§ **PROVIDED MATERIAL**:
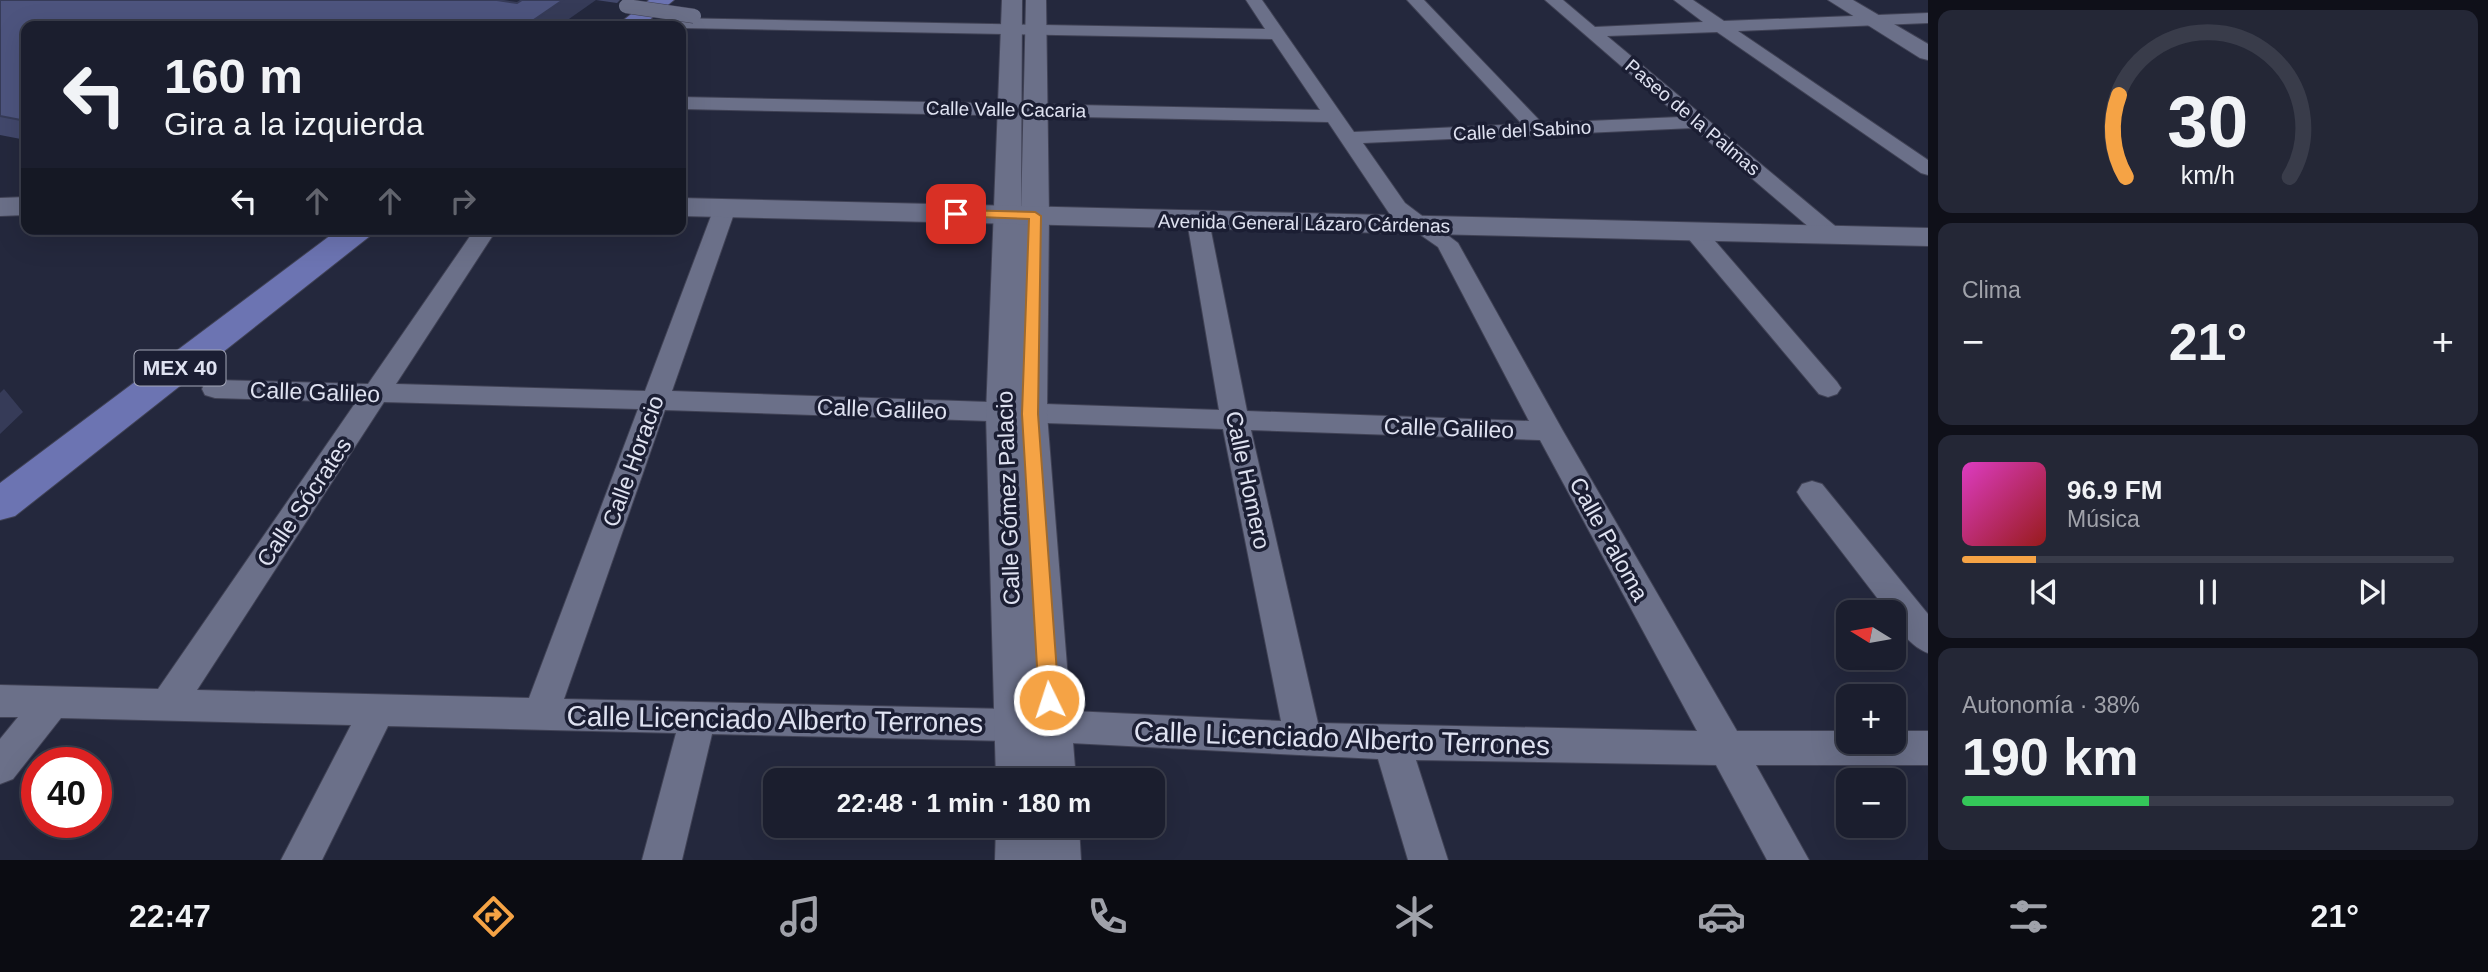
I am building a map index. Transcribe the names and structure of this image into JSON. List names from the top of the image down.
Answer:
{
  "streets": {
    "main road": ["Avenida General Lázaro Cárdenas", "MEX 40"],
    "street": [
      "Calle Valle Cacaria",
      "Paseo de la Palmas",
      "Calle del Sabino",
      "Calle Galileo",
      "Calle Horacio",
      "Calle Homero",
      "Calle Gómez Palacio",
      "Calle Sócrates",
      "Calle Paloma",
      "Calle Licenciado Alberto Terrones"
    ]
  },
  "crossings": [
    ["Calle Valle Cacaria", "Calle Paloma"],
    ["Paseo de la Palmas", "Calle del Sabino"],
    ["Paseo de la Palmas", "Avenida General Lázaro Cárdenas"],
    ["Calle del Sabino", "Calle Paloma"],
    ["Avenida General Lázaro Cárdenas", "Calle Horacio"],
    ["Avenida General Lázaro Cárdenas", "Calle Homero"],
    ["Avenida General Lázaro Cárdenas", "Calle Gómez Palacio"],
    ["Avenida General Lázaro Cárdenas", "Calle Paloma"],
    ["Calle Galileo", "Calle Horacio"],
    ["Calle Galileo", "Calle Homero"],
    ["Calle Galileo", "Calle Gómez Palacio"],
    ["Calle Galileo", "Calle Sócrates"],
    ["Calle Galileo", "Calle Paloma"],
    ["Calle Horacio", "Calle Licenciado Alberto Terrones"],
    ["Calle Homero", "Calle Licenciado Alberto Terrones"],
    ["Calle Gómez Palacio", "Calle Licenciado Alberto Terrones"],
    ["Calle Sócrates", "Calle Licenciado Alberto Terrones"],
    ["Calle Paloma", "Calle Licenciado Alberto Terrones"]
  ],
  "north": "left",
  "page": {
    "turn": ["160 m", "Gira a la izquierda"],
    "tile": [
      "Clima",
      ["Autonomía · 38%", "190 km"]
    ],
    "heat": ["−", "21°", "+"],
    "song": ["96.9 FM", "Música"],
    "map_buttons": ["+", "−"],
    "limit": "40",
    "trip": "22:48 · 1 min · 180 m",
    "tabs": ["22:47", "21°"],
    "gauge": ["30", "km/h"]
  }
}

§ **WORK REQUEST**:
Among the lines of the records, copy out each one that contains the word "Sabino".

§ **REPLY TO THE EXERCISE**:
      "Calle del Sabino",
    ["Paseo de la Palmas", "Calle del Sabino"],
    ["Calle del Sabino", "Calle Paloma"],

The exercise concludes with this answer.